Notre différence est affaire de complexion ou d’humeur. Je suis tout au
cotillon. Vous ne l’êtes point. Et c’est tout.
    — Sauf, dit Fogacer en
grimaçant quelque peu, que tout le cotillon du monde ne vous met pas en danger
d’être brûlé, comme moi, en place publique pour sodomie.
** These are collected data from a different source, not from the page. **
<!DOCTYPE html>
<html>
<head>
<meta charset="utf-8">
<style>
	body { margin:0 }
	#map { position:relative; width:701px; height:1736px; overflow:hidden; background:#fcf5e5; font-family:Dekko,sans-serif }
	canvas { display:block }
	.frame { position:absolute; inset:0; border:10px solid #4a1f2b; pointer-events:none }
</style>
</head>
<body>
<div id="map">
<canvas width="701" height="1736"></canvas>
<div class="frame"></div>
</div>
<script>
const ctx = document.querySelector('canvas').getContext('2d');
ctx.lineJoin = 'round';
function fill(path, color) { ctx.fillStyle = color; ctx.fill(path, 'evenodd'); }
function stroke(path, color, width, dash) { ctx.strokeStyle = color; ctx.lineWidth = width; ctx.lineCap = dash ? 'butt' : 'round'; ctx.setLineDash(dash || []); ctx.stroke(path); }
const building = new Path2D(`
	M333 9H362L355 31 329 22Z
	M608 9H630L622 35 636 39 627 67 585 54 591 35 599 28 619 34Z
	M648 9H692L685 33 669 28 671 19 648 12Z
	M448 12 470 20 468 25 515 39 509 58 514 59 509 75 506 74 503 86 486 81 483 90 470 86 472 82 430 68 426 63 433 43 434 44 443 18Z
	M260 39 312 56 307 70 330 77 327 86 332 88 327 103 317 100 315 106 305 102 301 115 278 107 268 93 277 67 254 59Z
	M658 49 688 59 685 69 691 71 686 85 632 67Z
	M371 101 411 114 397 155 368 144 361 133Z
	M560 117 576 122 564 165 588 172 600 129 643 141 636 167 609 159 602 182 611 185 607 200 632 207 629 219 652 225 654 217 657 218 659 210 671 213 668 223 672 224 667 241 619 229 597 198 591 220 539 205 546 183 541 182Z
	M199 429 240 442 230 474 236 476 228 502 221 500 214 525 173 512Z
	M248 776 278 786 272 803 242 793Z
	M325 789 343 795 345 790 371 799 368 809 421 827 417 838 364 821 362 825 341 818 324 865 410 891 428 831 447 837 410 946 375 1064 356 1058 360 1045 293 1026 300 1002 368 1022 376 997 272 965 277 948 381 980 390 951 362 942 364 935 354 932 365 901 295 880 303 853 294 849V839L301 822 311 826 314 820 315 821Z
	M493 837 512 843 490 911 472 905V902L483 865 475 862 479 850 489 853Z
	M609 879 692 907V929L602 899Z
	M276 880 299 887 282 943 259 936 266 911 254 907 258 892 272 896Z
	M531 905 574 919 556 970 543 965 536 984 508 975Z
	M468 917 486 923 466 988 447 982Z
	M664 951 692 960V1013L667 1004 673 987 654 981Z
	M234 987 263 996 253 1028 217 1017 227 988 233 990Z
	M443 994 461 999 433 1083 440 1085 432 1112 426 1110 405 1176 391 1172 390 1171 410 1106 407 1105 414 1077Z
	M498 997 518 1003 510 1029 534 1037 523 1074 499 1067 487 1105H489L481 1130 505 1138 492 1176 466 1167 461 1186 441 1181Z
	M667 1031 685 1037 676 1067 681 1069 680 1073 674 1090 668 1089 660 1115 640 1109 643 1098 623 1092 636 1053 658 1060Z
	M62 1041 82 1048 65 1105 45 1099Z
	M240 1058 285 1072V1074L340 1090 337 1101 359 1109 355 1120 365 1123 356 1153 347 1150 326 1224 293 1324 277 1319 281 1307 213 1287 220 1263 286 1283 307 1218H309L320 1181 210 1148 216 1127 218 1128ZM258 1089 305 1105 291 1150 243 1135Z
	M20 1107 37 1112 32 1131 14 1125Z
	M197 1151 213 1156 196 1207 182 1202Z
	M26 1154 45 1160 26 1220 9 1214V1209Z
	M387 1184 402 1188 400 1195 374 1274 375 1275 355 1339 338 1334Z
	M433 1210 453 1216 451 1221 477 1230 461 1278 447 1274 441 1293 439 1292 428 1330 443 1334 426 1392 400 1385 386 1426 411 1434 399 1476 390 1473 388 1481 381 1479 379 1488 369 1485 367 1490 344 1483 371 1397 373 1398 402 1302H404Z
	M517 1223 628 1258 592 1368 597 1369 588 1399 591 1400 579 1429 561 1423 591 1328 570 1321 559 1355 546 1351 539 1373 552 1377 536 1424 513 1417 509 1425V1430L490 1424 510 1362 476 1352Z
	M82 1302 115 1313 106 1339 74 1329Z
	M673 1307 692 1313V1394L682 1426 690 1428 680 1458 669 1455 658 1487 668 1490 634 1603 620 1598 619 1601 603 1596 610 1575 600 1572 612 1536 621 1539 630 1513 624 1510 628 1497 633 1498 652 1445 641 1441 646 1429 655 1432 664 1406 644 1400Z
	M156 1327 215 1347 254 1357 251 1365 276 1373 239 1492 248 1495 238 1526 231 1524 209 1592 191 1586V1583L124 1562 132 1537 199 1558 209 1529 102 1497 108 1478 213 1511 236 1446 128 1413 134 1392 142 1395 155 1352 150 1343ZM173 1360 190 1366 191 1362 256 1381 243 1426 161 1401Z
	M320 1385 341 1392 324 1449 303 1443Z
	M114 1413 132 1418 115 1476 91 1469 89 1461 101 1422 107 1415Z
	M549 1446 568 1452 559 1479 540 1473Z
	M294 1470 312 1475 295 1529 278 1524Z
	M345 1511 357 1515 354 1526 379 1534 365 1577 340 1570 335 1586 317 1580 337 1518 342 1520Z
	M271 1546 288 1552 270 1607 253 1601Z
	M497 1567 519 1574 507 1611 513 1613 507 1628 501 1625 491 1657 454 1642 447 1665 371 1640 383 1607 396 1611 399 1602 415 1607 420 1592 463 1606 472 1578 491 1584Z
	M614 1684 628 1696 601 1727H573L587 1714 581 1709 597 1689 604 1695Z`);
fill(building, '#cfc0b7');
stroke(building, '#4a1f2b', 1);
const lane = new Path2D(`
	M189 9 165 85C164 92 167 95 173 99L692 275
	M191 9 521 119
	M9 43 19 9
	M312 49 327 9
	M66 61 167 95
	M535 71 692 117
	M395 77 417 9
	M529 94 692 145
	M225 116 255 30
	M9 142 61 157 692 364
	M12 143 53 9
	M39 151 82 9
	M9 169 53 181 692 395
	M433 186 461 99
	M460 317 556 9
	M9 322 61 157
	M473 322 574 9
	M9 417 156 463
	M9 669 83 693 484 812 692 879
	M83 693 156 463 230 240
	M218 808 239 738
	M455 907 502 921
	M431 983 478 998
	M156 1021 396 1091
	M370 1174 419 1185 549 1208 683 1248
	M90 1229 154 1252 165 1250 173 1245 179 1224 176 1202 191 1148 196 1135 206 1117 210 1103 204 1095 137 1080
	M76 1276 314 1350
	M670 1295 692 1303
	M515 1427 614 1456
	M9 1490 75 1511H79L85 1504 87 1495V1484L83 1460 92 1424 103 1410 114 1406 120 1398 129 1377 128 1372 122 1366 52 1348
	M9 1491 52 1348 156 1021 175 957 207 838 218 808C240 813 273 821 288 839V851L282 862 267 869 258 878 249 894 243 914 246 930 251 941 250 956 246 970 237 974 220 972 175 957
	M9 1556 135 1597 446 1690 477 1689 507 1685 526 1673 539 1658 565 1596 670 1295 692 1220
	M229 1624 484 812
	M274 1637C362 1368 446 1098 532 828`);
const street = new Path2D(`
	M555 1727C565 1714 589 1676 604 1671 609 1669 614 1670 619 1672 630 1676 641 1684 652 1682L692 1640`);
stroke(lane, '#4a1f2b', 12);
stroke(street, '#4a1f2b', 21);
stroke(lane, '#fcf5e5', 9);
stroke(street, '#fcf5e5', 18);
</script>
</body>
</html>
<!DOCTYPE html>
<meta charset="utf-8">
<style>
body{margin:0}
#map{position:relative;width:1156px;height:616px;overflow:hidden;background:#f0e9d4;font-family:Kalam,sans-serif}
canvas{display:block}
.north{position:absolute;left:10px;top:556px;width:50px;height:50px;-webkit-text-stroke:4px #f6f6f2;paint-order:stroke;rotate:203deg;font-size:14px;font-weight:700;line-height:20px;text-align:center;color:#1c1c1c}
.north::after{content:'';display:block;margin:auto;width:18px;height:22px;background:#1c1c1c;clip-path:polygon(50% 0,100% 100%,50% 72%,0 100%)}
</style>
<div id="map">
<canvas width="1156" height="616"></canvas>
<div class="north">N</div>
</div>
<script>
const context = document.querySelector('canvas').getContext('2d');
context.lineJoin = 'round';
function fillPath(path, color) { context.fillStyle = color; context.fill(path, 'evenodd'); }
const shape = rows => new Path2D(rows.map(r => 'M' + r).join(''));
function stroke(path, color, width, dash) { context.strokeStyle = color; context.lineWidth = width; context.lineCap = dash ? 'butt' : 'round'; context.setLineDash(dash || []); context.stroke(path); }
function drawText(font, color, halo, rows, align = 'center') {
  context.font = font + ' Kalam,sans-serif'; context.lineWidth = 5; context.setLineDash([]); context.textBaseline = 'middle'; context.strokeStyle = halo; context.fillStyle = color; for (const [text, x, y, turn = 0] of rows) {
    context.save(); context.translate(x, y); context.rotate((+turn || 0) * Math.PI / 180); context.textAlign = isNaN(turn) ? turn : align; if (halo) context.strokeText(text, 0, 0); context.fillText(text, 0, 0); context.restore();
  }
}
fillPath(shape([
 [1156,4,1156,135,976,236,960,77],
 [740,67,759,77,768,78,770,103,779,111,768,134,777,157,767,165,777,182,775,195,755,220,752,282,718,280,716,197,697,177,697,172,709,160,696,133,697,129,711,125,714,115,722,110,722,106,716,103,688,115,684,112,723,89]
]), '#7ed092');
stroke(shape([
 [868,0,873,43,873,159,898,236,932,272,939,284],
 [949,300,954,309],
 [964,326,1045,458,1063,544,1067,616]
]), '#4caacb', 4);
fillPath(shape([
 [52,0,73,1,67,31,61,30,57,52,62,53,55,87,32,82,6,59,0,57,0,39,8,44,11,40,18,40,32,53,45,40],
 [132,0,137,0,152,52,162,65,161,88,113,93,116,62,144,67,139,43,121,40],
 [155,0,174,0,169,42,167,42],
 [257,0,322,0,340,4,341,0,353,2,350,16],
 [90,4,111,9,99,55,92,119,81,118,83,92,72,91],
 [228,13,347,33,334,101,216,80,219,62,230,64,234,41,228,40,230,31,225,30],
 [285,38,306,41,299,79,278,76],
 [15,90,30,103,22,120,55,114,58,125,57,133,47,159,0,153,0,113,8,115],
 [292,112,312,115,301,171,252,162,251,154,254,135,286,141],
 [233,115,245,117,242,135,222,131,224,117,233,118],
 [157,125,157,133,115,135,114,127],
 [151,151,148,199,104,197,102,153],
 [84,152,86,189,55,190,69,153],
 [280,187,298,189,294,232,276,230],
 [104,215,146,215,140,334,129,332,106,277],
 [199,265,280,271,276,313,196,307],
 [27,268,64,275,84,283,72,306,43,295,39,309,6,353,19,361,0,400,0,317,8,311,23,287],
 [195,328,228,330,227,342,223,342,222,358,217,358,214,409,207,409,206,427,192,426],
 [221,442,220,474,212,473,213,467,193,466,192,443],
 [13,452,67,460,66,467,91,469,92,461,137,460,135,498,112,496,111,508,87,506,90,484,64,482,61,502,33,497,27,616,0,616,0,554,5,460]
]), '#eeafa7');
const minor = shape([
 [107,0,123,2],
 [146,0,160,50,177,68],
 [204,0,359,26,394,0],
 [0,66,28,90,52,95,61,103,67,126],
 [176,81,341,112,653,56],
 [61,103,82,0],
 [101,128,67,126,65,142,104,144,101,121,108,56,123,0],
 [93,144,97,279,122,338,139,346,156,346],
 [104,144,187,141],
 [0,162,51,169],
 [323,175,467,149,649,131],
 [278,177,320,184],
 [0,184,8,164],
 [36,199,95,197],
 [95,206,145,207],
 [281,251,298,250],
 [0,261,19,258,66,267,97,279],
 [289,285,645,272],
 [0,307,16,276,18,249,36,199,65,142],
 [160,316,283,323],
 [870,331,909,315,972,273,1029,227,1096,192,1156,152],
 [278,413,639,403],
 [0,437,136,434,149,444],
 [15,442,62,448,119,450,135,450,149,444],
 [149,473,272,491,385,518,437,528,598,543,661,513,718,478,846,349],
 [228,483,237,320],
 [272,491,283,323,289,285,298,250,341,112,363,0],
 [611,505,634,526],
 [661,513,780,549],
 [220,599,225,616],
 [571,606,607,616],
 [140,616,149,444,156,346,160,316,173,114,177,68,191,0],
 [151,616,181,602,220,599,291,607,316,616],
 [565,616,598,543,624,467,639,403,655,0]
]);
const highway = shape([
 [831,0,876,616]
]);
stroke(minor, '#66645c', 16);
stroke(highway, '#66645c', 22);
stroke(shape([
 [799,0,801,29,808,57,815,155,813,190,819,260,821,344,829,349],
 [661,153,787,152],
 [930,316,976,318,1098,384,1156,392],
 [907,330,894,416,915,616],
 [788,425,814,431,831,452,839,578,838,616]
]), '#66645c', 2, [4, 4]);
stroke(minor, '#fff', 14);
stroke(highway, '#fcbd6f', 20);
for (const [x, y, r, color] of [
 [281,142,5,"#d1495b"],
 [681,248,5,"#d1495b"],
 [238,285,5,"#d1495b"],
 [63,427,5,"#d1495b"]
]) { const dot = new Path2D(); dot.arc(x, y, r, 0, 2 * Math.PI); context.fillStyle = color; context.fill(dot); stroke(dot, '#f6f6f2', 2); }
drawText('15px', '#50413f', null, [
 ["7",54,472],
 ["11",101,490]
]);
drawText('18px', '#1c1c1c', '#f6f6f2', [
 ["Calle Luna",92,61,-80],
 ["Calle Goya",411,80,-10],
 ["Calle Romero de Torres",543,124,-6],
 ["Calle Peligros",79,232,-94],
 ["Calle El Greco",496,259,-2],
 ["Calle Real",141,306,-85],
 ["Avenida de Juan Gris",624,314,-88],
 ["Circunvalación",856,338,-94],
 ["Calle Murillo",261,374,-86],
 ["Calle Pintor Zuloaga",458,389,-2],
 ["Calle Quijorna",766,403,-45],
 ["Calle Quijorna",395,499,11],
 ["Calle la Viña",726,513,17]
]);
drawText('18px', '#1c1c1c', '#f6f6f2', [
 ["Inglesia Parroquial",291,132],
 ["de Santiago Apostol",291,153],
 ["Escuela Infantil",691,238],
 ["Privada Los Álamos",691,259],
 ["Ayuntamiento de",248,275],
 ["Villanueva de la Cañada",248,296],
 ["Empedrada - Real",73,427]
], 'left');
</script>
    — Ainsi, dis-je (et m’arrêtant
et lui faisant face, je l’envisageai d’un œil nouveau), vous vivez en ce
perpétuel péril !
    — D’autant que par surcroît, je
suis athée, dit Fogacer. Mais ce crime-là est plus facile à celer :
quelques momeries y suffisent.
    Combien que je n’aimasse pas ce mot
momerie appliqué aux rites papistes (car je gage, Fogacer en eût usé tout aussi
bien pour notre culte réformé) je tremblai à l’idée des dangers que le
bachelier courait. Encore que nous n’ayons qu’un corps pour nos bourreaux, quoi
qu’ils en aient, et que Fogacer ne pût brûler deux fois, et comme athée et
comme sodomiste, c’était déjà trop d’une. Le pensement m’en était affreux,
connaissant l’homme et le prisant très haut.